Investors in high-yield real estate now have a way to compare their returns and performance against an industry-standard benchmark, thanks to John B. Levy & Co.'s creation of the first mezzanine loan index.

© 2017 S. Michael Giliberto & Co., Inc. and John B. Levy & Co., Inc.
© 2017 S. Michael Giliberto & Co., Inc. and John B. Levy & Co., Inc.

Indexes proliferate in financial markets as a way for investors to benchmark investment strategies and manager performance. The commercial real estate market is no different, as there are multiple indexes that measure the performance of public and private real estate, property types, different geographies and investor strategy.

One key exception, however, has been mezzanine debt, an investment type that grew substantially during the last cycle.
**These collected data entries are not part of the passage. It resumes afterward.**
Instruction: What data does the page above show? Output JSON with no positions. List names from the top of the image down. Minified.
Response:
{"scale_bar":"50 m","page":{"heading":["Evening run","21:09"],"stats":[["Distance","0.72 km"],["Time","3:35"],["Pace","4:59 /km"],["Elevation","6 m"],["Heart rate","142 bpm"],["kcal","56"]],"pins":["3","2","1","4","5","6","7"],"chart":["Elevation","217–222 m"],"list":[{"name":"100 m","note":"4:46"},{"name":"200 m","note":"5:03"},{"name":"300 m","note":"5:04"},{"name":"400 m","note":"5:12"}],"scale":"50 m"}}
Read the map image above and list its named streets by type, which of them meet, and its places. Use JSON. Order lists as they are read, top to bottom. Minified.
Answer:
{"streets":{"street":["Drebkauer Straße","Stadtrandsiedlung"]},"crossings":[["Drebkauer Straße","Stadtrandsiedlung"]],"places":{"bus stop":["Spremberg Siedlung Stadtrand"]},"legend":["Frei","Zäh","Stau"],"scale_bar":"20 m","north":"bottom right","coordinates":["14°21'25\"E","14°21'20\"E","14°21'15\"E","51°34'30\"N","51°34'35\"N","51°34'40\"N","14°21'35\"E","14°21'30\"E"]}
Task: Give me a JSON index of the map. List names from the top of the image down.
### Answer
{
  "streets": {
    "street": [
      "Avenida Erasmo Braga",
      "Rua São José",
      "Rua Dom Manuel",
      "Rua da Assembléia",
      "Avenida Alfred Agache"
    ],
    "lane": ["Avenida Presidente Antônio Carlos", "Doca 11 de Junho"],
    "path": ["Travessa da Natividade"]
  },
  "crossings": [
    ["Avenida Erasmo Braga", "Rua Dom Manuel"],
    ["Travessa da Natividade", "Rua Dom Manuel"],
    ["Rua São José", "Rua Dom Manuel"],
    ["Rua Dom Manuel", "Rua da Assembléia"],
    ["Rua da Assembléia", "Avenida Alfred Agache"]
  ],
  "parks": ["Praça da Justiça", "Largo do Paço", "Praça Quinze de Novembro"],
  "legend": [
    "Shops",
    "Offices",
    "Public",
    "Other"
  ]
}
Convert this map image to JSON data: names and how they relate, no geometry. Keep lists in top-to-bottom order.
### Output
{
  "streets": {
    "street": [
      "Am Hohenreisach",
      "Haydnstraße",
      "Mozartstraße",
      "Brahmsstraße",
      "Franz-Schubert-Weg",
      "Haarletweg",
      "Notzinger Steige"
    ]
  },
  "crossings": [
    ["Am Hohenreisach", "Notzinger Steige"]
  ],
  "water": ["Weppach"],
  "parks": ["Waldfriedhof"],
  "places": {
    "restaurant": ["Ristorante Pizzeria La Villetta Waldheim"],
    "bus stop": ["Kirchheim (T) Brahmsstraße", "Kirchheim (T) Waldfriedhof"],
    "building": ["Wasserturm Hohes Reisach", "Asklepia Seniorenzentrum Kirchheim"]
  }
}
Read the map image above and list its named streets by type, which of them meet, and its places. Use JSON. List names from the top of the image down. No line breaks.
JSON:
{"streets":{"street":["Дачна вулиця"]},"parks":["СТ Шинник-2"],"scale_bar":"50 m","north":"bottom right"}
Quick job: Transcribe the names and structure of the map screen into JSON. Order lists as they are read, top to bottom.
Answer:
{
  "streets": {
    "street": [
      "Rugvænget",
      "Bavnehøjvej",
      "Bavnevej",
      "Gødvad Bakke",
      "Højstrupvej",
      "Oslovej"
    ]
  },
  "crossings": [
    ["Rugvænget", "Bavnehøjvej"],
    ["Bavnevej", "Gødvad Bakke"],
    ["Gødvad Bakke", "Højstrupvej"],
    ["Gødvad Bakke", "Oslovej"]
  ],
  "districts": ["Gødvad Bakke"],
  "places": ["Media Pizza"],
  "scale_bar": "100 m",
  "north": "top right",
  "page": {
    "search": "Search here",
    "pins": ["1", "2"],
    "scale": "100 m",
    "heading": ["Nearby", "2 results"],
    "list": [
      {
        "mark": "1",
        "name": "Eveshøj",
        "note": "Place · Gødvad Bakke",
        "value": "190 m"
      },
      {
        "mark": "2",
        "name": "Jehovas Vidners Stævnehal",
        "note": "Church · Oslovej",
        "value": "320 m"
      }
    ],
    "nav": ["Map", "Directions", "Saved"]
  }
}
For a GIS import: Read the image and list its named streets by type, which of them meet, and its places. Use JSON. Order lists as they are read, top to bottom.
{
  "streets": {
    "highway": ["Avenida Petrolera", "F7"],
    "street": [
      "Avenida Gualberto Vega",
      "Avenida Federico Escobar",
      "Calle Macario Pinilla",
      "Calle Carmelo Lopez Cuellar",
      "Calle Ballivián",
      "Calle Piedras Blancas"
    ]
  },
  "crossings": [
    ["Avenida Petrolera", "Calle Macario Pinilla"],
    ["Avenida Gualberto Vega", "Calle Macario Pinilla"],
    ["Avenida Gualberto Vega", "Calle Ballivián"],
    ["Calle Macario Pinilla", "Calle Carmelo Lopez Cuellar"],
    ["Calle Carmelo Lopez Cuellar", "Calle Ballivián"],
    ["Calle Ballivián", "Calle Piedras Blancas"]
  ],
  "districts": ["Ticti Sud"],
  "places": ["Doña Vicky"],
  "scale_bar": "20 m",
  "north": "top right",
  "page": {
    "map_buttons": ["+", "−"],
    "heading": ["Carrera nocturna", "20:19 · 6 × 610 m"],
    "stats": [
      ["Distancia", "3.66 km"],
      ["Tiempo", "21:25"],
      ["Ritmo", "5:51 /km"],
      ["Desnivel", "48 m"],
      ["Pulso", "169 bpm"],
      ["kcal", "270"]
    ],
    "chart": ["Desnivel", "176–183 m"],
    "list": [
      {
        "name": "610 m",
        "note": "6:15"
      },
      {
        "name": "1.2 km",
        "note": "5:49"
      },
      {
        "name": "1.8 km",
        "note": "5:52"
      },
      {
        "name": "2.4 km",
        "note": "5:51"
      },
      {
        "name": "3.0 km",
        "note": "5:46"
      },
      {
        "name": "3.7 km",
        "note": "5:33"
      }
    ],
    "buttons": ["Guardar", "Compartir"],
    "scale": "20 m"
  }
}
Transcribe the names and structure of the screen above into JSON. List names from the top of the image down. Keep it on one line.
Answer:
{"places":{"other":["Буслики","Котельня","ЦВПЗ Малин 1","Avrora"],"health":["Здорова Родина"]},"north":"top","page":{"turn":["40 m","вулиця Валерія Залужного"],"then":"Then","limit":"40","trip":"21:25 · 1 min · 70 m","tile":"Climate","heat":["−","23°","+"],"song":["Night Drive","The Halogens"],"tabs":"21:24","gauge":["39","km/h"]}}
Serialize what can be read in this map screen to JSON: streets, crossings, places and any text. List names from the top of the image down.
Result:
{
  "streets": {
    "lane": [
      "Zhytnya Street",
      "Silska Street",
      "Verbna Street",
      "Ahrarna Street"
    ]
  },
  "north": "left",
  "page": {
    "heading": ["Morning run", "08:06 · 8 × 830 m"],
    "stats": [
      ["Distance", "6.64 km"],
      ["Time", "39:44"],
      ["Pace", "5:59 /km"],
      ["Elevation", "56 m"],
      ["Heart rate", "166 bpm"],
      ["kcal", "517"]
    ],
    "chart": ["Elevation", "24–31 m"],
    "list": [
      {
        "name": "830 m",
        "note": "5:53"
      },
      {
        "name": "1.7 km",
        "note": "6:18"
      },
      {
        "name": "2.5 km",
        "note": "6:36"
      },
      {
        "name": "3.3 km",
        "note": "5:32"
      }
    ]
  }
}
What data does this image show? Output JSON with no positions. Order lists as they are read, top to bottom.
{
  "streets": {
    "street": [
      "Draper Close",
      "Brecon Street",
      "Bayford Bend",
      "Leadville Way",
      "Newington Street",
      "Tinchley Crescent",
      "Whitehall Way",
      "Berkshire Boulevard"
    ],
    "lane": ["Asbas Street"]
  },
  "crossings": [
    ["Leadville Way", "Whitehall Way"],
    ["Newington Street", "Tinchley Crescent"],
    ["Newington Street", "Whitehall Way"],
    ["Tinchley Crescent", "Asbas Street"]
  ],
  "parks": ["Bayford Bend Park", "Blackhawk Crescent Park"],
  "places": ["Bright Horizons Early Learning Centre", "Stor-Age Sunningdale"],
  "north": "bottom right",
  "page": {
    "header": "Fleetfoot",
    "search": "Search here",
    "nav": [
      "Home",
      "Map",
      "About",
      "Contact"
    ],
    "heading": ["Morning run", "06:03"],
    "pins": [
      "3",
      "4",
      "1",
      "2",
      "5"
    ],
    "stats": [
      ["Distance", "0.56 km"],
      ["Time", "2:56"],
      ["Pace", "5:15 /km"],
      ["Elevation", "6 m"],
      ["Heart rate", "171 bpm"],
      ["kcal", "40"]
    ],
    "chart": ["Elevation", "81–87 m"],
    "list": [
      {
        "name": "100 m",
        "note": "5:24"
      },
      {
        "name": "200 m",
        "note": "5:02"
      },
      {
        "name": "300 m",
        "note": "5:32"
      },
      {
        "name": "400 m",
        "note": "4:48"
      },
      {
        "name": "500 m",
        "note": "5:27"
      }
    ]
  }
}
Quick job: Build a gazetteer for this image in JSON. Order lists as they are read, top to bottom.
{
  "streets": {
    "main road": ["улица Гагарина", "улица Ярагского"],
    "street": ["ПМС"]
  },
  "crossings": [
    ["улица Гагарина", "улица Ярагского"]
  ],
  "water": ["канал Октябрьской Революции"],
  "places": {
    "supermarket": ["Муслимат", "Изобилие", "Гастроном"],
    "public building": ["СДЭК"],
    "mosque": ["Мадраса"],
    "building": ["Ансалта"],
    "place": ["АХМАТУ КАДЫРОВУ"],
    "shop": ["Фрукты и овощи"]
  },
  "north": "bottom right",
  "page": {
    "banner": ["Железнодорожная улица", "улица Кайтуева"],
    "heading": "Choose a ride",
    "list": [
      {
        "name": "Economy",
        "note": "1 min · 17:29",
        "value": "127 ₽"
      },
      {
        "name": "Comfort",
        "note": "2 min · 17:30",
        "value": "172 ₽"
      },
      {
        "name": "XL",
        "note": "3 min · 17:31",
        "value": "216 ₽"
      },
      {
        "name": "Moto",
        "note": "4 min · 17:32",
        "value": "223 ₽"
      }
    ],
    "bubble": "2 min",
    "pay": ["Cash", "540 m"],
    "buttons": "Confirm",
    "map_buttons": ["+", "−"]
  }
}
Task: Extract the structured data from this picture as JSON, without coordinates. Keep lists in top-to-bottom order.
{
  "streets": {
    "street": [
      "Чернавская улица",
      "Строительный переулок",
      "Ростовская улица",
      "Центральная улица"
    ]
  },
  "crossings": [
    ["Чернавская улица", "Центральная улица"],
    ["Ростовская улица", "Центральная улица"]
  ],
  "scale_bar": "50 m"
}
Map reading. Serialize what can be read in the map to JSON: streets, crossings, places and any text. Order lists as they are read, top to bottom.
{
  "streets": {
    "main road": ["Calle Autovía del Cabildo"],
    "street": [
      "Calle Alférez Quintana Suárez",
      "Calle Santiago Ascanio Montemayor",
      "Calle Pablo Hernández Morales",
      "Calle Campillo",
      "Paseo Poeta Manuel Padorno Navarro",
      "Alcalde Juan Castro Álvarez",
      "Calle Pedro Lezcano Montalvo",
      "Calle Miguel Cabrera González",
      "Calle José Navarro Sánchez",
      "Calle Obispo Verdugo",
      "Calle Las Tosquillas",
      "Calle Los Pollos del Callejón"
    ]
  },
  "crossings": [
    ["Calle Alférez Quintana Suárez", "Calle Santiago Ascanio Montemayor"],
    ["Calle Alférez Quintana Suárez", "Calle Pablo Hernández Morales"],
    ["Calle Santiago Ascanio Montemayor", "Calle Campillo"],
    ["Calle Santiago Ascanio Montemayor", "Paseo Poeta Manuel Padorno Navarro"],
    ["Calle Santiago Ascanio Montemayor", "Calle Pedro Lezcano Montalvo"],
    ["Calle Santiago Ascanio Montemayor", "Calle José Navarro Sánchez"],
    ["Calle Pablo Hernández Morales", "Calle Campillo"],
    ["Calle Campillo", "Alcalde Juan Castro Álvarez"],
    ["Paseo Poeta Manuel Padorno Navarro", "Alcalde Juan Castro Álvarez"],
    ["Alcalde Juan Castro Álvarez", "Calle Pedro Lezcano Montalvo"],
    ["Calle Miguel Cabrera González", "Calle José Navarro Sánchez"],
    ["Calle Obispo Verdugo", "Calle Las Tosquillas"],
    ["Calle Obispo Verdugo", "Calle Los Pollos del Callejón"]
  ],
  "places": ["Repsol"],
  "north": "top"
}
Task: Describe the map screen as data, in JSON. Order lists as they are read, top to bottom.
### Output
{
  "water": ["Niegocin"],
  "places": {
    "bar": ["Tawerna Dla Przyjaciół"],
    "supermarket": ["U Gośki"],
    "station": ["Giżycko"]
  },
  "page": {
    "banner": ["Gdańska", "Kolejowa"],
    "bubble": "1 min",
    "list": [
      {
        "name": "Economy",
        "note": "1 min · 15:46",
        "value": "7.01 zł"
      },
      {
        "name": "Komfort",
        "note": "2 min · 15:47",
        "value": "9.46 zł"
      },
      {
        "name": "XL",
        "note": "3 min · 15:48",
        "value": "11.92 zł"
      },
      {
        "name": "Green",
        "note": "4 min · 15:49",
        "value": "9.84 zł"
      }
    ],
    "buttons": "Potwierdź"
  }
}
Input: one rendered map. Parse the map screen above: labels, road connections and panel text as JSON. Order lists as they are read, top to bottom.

Mezzanine loans are difficult to measure, in large part because each is relatively unique and most investors are private entities that are loathe to share performance information.

Now, however, the market has its first mezzanine loan index, created by John B. Levy & Co., which has been publishing a quarterly performance index for senior debt (the Gilberto-Levy Index) since 1993. The new Giliberto‐Levy High‐Yield Real Estate Debt Index, is the first third‐party measure of high‐yield commercial mortgage debt performance. Both indices were co‐created by John Levy, president of the firm, and investment manager Michael Giliberto.

“Investors in high‐yield real estate have long wanted to compare their returns and performance against an industry-standard benchmark,” said Levy. “Our G‐L 2 carefully crunches the numbers and variables within financing packages, giving high‐yield investors the deep insight that was previously only available to holders of senior loans.”

Investors Seek Benchmark

Mezzanine debt investors have long craved a high-yield debt index to create a barometer of performance and guidance for price quotes for deals. Having an index generally improves liquidity in a market, because it supports the perception that the market is established and provides confidence that investors have a target against which to measure performance.

Unlike senior debt, information about high-yield debt is not nearly as readily available. High-volume lenders such as banks, pension funds and insurance companies not only publicly disclose some information about senior loans, but they are generally willing to share with index creators that aggregate the data. Mezzanine lenders, on the other hand, tend to be private equity firms that want to keep information closely held, in part because many advertise their ability to exploit mispricing in the market.

The high-yield index tracks the performance of $6.9 billion in high‐yield loans dating back to January 2010, representing a mix of property types. High-yield debt racked up a 7.6 percent average annual return from 2010 through December 2016, dramatically eclipsing the 5.3 percent return achieved by the firm’s senior‐loan index over that same timeframe. For 2016, investments tracked in the G‐L 2 produced a 9.4 percent return. Returns on mezzanine loans in 2016 were 10.4 percent.

Multiple categories of mortgages make up the high-yield index, with mezzanine loans (53 percent) and senior‐B notes (32 percent) representing the largest two components. Others include second mortgages and preferred equity, with 62 percent subject to adjustable or floating interest rates.

High-Yield Debt Hard to Measure

Mezzanine loan investments proliferated in the run-up to the last financial crisis. Many lenders originated loans of up to 95 percent of asset value and either held or securitized the senior portion (usually the top 50 to 70 percent of the capital stack), and sold the junior portions to high-yield investors. In large deals, the mezzanine classes were “tranched” and each class was sold to a different investor.

That turned into disaster when the financial crisis hit in 2008. Property values slipped and many mezzanine investors lost huge amounts of capital as their investments turned underwater. In deals with multiple junior classes, the multitude of mezzanine investors were forced to fight over control of properties.

The experience helped fuel demand for a performance index, but it also illustrates the difficulty in creating and maintaining an index. Each mezzanine loan represents a different portion of the capital stack, and is subordinate to a senior loan, which have different terms regarding how to handle reserves and default situations.

“All mezzanine loans are not created equal. Senior loans are more homogenous,” said one veteran debt investor who worried that an index could create “confusion.” 

Said another: “Since mezzanine debt is typically heavily tranched, a ‘one size fits all’ index probably does not fit all.”

The high-yield index is available on a subscription basis, and subscribers can customize report components to align with their given investment profiles. The results will be published quarterly, starting with 2017 results.

“Industry experts worldwide have come to rely upon the G‐L Indices,” said Giliberto. “By providing total rate of return data that tracks income, price movements and credit effects, the G‐L Indices offer valuable insight into important market dynamics.”